What to work on:
Please filter the data down to the lines that include the word "const" and copy them.
== Provided material
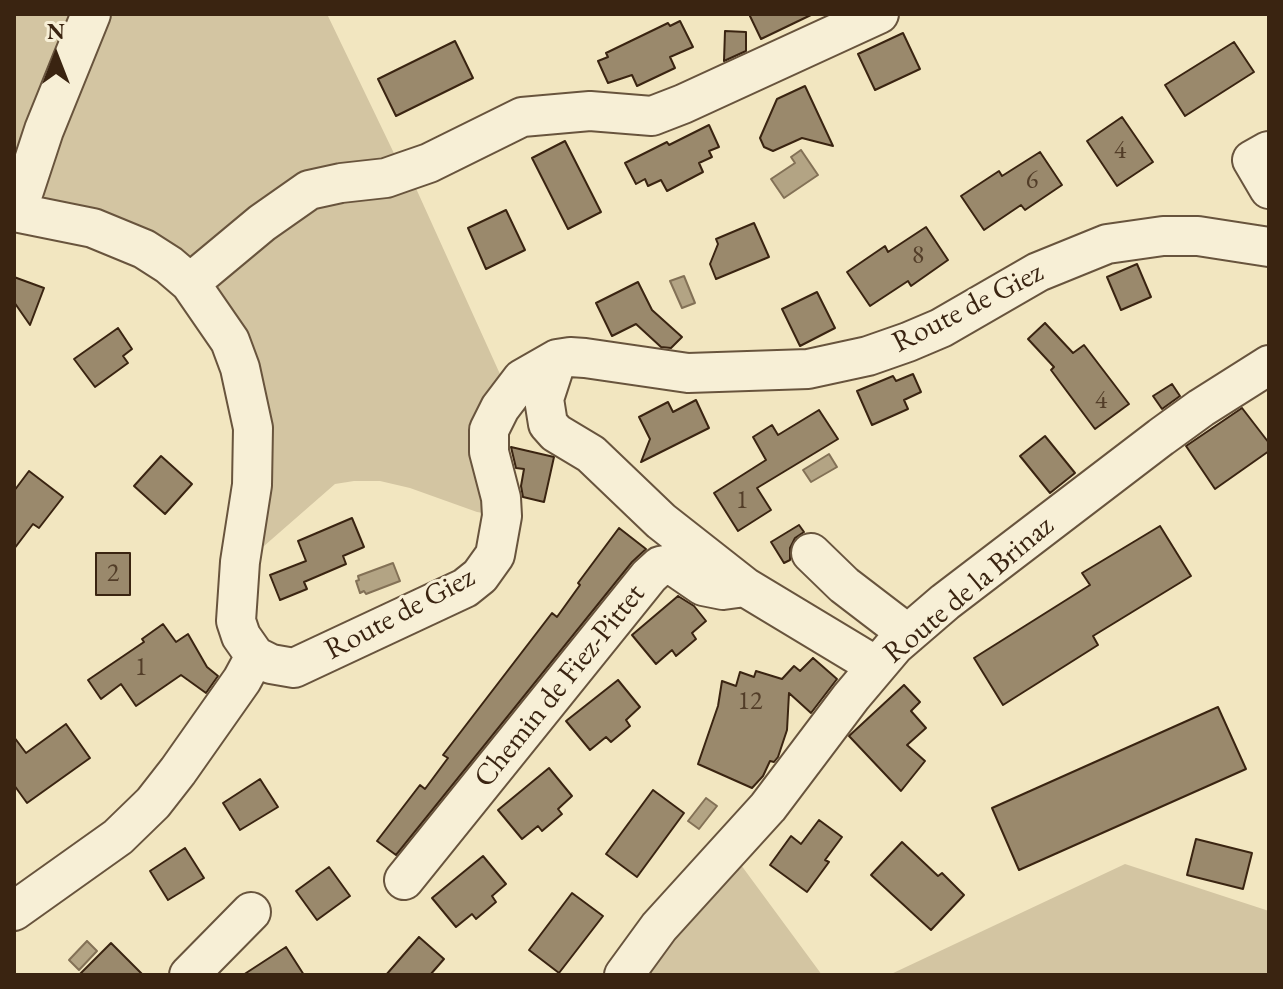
<!DOCTYPE html>
<html>
<head>
<meta charset="utf-8">
<style>
  body { margin:0 }
  #map { position:relative; width:1283px; height:989px; overflow:hidden; background:#f2e6c0; font-family:"EB Garamond",serif }
  canvas { display:block }
  .frame { position:absolute; inset:0; border:16px solid #3a2411; pointer-events:none }
  .north { position:absolute; left:16px; top:16px; width:80px; height:80px; -webkit-text-stroke:6px #f7efd6; paint-order:stroke; rotate:0deg; font-size:22px; font-weight:700; line-height:32px; text-align:center; color:#3a2411 }
  .north::after { content:''; display:block; margin:auto; width:28px; height:36px; background:#3a2411; clip-path:polygon(50% 0,100% 100%,50% 72%,0 100%) }
</style>
</head>
<body>
<div id="map">
<canvas width="1283" height="989"></canvas>
<div class="frame"></div>
<div class="north">N</div>
</div>
<script>
const c = document.querySelector('canvas').getContext('2d');
c.lineJoin = 'round';
function fillPath(path, color) { c.fillStyle = color; c.fill(path, 'evenodd'); }
const shape = rows => new Path2D(rows.map(r => 'M' + r).join(''));
function stroke(path, color, width, dash) { c.strokeStyle = color; c.lineWidth = width; c.lineCap = dash ? 'butt' : 'round'; c.setLineDash(dash || []); c.stroke(path); }
function drawText(font, color, halo, rows, align = 'center') {
  c.font = font + ' "EB Garamond",serif'; c.lineWidth = 6; c.setLineDash([]); c.textBaseline = 'middle'; c.strokeStyle = halo; c.fillStyle = color; for (const [text, x, y, turn = 0] of rows) {
    c.save(); c.translate(x, y); c.rotate((+turn || 0) * Math.PI / 180); c.textAlign = isNaN(turn) ? turn : align; if (halo) c.strokeText(text, 0, 0); c.fillText(text, 0, 0); c.restore();
  }
}
fillPath(shape([
  [14,14,327,14,403,172,414,184,509,394,502,516,477,512,410,488,380,481,354,481,335,484,264,546,240,562,253,456,190,283,14,212],
  [1125,864,1269,911,1269,975,889,975],
  [741,865,822,975,643,975,676,930]
]), '#d3c5a2');
const water = shape([
  [801,150,818,175,784,198,771,179,795,163,791,157,801,150],
  [684,276,695,303,682,308,670,281,684,276],
  [829,454,837,467,811,482,803,470,829,454],
  [393,563,400,581,366,594,364,591,360,593,356,581,359,580,358,576,393,563],
  [706,798,717,806,699,829,688,821,706,798],
  [87,941,97,951,79,970,69,960,87,941]
]);
fillPath(water, '#b3a484');
stroke(water, '#837156', 2);
const building = shape([
  [749,14,813,14,761,39,749,14],
  [680,21,693,47,670,57,675,68,637,86,632,75,608,83,598,61,608,57,606,53,668,23,670,26,680,21],
  [725,31,746,32,746,51,724,61,725,31],
  [903,33,920,69,875,90,858,54,903,33],
  [455,41,473,78,396,116,378,79,455,41],
  [1234,42,1254,72,1185,116,1165,85,1234,42],
  [805,86,833,146,802,138,773,151,764,147,760,138,777,99,805,86],
  [1122,117,1153,162,1117,186,1087,141,1122,117],
  [709,125,719,147,709,151,712,157,699,163,703,172,667,191,661,180,648,186,645,179,636,184,625,163,667,142,669,145,709,125],
  [565,141,601,212,568,229,532,158,565,141],
  [1040,152,1062,185,1025,210,1021,205,984,230,961,196,999,171,1002,176,1040,152],
  [506,210,525,250,486,269,468,228,506,210],
  [754,223,769,257,716,279,710,264,718,244,716,239,754,223],
  [926,227,948,260,911,286,908,281,870,306,847,272,885,246,888,252,926,227],
  [1137,264,1151,297,1121,310,1107,277,1137,264],
  [14,277,44,288,30,325,14,302,14,277],
  [638,282,652,310,682,337,671,348,661,347,636,324,612,336,596,303,638,282],
  [817,292,835,328,800,346,782,309,817,292],
  [1045,323,1073,353,1084,345,1129,404,1095,429,1051,370,1054,367,1028,339,1045,323],
  [118,328,132,349,123,356,128,363,95,387,74,359,118,328],
  [913,374,921,392,904,400,908,409,872,425,857,391,893,376,896,381,913,374],
  [1172,384,1180,396,1162,409,1153,396,1172,384],
  [696,400,709,428,641,462,650,439,639,417,668,402,673,412,696,400],
  [1242,408,1269,443,1269,451,1215,489,1186,446,1242,408],
  [819,410,838,439,757,488,771,510,738,531,714,493,766,460,753,437,772,425,778,435,819,410],
  [1045,436,1075,473,1050,493,1020,456,1045,436],
  [511,447,554,457,544,502,523,497,521,486,524,469,516,468,511,447],
  [161,456,192,484,165,514,134,486,161,456],
  [29,471,63,497,39,528,33,524,14,549,14,491,29,471],
  [352,518,364,547,343,556,346,564,304,582,307,589,280,600,270,575,306,561,298,541,352,518],
  [799,525,804,532,795,538,790,548,790,560,784,563,771,542,799,525],
  [1160,526,1191,576,1093,636,1098,645,1003,705,974,658,1090,585,1082,573,1160,526],
  [619,528,646,549,632,562,396,855,377,841,420,785,425,789,448,758,443,755,552,613,557,617,580,585,578,583,619,528],
  [96,553,130,553,130,595,96,595,96,553],
  [678,596,694,606,706,621,692,633,696,639,676,656,672,650,656,664,632,635,678,596],
  [163,624,176,642,188,634,207,667,218,676,206,693,181,675,136,706,121,684,101,699,88,680,144,642,142,639,163,624],
  [813,658,837,679,811,713,789,693,787,730,778,757,774,762,770,761,763,776,752,788,698,764,718,706,722,681,736,686,740,672,754,677,756,671,782,679,794,666,800,671,813,658],
  [618,680,640,707,626,720,630,726,611,742,606,737,590,750,566,721,618,680],
  [904,685,920,702,911,711,926,728,907,745,925,761,901,791,849,736,904,685],
  [1218,707,1246,769,1019,870,992,808,1218,707],
  [66,724,90,758,27,803,14,785,14,737,26,753,66,724],
  [549,768,572,796,558,809,562,814,542,831,538,826,522,839,498,810,549,768],
  [260,779,278,807,240,830,223,803,260,779],
  [653,790,684,813,637,877,606,854,653,790],
  [819,820,842,837,825,860,829,862,807,892,770,865,791,836,801,844,819,820],
  [1196,839,1252,853,1243,889,1187,875,1196,839],
  [902,842,938,876,942,873,964,895,931,930,871,875,902,842],
  [185,848,204,878,168,900,150,871,185,848],
  [483,856,506,884,492,896,496,902,476,919,472,914,456,927,432,898,483,856],
  [329,867,350,896,317,920,296,891,329,867],
  [572,893,603,916,559,973,529,950,572,893],
  [419,937,444,959,430,975,386,975,419,937],
  [111,943,143,975,79,975,111,943],
  [286,947,304,975,243,975,286,947]
]);
fillPath(building, '#9a896c');
stroke(building, '#3a2411', 2);
const minor = shape([
  [1268,151,1252,160,1269,189],
  [14,212,93,228,144,249,169,265,190,283,230,341,240,368,253,428,252,485,240,562,236,621,241,636,255,656,271,664,294,668,465,588,480,576,495,555,502,516,501,498,489,452,489,430,500,408,522,379,557,359,570,357,585,358,688,373,808,369,868,356,908,342,941,328,1038,272,1107,244,1163,236,1198,236,1269,247],
  [17,212,44,130,91,14],
  [190,283,262,223,309,190,341,183,386,178,403,172,429,163,522,117,590,111,652,116,683,104,879,14],
  [557,359,544,399,548,424,556,433,591,454,661,521,745,587,876,666],
  [811,553,844,585,908,634],
  [404,880,649,576,660,566,671,564,703,586,723,590,745,587],
  [14,911,118,837,153,803,178,771,242,680,255,656],
  [189,975,251,912],
  [624,975,659,927,768,807,851,697,895,645,945,602,1161,437,1201,408,1269,365]
]);
stroke(minor, '#68543d', 42);
stroke(minor, '#f7efd6', 38);
drawText('26px', '#523d28', null, [
  ["4",1120,151],
  ["6",1032,181],
  ["8",918,256],
  ["4",1101,401],
  ["1",742,501],
  ["2",113,574],
  ["1",141,668],
  ["12",750,702]
]);
drawText('30px', '#3a2411', '#f7efd6', [
  ["Route de Giez",968,308,-27],
  ["Route de la Brinaz",969,590,-40],
  ["Route de Giez",400,614,-28],
  ["Chemin de Fiez-Pittet",560,686,-51]
]);
</script>
</body>
</html>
====
Written answer:
const c = document.querySelector('canvas').getContext('2d');
const shape = rows => new Path2D(rows.map(r => 'M' + r).join(''));
  c.font = font + ' "EB Garamond",serif'; c.lineWidth = 6; c.setLineDash([]); c.textBaseline = 'middle'; c.strokeStyle = halo; c.fillStyle = color; for (const [text, x, y, turn = 0] of rows) {
const water = shape([
const building = shape([
const minor = shape([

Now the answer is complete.